**ASSIGNMENT:** Looking at the listing beneath, work out how many lines hold "tools" and report only that figure.
____________
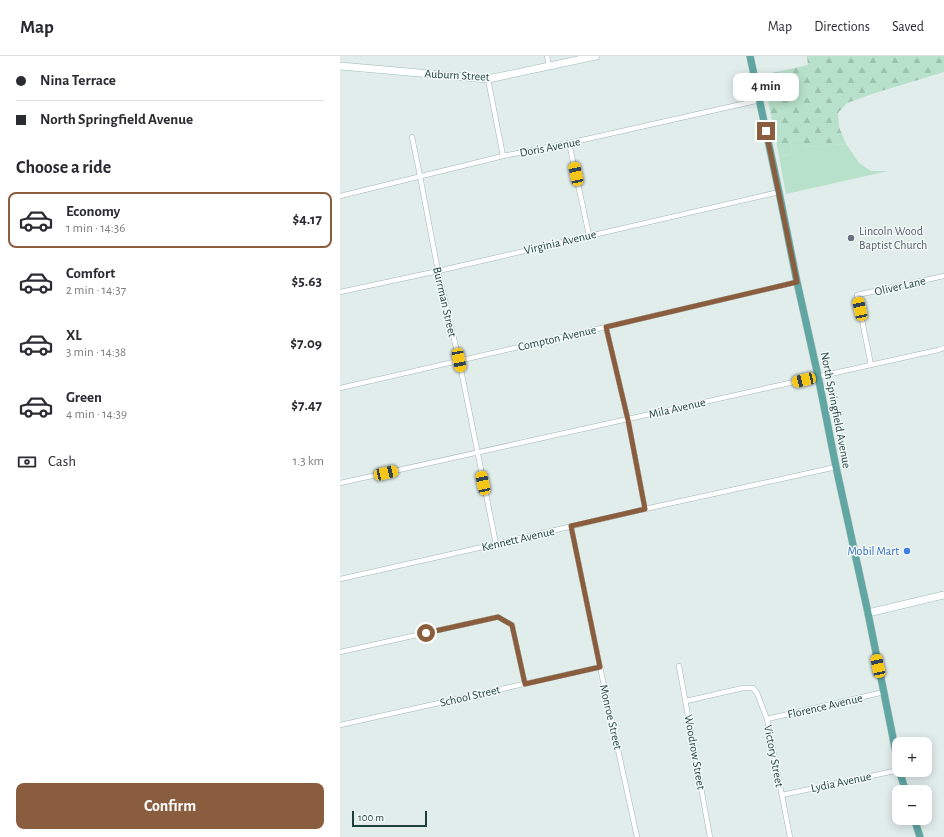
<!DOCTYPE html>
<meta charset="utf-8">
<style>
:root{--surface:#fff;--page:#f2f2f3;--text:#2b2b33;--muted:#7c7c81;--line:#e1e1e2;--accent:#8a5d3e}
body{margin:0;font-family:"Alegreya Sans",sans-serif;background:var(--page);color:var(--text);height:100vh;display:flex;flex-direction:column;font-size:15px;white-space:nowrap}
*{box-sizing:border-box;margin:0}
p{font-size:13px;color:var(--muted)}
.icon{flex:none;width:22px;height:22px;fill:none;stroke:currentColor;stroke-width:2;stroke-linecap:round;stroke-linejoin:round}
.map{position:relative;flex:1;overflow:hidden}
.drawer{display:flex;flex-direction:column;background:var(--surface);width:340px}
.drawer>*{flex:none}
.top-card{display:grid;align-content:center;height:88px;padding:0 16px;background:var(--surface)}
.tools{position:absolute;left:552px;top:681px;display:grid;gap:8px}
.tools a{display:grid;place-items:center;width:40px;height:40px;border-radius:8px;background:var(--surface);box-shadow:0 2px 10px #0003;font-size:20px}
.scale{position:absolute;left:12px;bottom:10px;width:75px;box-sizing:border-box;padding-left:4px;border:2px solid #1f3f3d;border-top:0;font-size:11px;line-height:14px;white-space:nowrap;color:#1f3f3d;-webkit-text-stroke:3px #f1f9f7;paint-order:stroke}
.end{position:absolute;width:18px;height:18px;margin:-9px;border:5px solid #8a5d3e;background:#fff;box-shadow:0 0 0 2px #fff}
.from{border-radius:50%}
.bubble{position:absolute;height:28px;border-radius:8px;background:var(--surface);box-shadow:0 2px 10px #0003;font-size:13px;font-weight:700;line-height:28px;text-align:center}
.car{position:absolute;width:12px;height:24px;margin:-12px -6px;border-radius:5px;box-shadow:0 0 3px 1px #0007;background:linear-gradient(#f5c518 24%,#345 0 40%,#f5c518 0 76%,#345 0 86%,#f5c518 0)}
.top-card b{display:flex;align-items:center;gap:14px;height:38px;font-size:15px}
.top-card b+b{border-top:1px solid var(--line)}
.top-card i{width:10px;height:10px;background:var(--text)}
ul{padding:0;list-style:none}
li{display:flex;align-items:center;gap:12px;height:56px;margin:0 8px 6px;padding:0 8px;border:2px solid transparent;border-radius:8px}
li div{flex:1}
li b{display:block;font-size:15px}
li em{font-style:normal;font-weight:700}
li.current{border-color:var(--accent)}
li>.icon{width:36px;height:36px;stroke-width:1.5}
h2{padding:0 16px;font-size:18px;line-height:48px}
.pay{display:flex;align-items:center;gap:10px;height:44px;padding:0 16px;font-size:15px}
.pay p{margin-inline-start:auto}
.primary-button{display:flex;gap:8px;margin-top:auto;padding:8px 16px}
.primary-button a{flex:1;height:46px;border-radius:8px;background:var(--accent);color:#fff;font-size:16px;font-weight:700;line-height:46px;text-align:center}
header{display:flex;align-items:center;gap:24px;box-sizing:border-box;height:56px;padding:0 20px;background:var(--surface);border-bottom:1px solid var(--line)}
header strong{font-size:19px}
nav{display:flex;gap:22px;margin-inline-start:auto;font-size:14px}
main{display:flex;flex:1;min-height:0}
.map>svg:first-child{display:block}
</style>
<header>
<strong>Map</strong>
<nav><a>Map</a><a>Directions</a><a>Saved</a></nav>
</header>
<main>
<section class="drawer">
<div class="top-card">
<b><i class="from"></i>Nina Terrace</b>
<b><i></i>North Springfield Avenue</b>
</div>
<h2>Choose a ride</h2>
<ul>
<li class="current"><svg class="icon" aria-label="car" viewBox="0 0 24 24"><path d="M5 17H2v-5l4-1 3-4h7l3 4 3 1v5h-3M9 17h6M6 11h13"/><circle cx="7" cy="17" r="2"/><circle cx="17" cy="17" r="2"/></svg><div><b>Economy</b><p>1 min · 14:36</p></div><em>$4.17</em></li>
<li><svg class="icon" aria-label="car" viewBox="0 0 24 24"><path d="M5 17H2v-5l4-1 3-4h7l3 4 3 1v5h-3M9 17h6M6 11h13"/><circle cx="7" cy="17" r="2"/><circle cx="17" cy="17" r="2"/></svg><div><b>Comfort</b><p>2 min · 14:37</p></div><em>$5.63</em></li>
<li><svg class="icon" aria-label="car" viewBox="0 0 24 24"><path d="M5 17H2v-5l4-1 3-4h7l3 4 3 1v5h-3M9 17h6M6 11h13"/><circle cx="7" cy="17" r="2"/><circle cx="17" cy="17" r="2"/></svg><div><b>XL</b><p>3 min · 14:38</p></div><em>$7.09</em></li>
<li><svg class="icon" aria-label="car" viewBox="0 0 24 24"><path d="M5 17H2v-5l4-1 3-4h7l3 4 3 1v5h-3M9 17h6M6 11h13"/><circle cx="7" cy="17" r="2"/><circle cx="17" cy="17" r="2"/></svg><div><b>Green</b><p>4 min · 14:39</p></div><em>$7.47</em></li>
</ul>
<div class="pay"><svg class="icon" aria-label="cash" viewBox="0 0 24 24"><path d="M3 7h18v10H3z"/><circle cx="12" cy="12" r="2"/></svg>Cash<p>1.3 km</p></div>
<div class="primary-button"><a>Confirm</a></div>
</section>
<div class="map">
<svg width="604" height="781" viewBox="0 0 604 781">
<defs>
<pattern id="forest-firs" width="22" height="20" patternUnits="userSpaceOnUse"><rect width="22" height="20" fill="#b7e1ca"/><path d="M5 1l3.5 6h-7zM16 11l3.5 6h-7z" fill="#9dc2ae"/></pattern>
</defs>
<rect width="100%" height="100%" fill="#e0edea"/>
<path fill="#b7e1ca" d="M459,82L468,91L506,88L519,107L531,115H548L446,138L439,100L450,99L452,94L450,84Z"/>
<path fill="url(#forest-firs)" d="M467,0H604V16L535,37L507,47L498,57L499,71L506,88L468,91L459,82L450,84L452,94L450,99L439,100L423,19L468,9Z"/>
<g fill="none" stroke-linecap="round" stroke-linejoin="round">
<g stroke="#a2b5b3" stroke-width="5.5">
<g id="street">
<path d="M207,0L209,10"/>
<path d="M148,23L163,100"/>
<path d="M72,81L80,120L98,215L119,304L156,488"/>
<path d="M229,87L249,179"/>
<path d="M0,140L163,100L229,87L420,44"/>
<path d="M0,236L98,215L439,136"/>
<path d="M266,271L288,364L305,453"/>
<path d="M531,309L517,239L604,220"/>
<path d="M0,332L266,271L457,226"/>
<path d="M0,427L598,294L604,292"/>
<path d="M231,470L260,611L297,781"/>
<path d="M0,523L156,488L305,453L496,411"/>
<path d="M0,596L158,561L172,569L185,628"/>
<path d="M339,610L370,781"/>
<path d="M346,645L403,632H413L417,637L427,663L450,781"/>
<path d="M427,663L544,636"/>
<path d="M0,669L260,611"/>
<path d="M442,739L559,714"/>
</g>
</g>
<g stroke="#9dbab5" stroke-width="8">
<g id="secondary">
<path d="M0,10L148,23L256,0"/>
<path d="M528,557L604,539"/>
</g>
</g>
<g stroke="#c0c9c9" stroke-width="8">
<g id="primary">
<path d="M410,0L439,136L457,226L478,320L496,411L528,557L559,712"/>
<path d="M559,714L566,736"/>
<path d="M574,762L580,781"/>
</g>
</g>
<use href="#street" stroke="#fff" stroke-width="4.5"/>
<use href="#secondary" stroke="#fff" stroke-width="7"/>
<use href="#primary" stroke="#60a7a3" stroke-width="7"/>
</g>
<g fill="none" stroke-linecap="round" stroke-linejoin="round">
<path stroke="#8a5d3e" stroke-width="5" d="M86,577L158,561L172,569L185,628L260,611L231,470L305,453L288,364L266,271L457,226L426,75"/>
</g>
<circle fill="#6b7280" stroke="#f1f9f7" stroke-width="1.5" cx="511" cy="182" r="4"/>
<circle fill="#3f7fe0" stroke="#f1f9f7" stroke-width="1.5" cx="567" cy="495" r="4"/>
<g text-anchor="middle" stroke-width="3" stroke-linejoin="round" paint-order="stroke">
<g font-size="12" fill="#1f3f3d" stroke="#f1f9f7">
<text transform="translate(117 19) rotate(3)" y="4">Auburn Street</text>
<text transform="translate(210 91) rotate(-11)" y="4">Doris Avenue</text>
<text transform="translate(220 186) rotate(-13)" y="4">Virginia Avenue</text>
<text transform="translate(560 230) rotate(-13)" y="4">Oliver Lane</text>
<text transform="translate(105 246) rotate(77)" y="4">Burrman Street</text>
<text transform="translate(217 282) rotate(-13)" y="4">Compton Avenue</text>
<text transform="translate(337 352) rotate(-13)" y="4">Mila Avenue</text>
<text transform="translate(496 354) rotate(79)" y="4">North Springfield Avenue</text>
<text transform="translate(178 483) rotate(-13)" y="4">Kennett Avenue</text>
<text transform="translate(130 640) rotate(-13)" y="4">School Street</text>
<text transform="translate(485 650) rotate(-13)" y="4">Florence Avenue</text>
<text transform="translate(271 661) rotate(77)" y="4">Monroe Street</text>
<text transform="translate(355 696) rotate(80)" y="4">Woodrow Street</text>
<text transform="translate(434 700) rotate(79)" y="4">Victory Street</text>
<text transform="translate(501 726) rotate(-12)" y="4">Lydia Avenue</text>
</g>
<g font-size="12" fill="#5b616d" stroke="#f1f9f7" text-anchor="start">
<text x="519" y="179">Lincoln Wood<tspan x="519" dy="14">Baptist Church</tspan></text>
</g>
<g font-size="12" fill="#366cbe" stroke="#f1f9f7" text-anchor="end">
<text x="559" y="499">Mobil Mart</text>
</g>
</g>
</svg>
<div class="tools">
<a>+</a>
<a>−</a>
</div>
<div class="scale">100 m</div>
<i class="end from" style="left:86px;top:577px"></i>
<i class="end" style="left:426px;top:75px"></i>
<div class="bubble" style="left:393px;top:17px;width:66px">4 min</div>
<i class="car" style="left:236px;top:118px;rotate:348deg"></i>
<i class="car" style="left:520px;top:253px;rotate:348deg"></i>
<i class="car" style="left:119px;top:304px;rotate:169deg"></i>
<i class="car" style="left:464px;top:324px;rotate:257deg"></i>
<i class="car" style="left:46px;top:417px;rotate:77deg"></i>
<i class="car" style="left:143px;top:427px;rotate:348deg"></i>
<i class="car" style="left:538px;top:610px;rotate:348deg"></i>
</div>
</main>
____________
**RESULT OF THIS TASK:** 3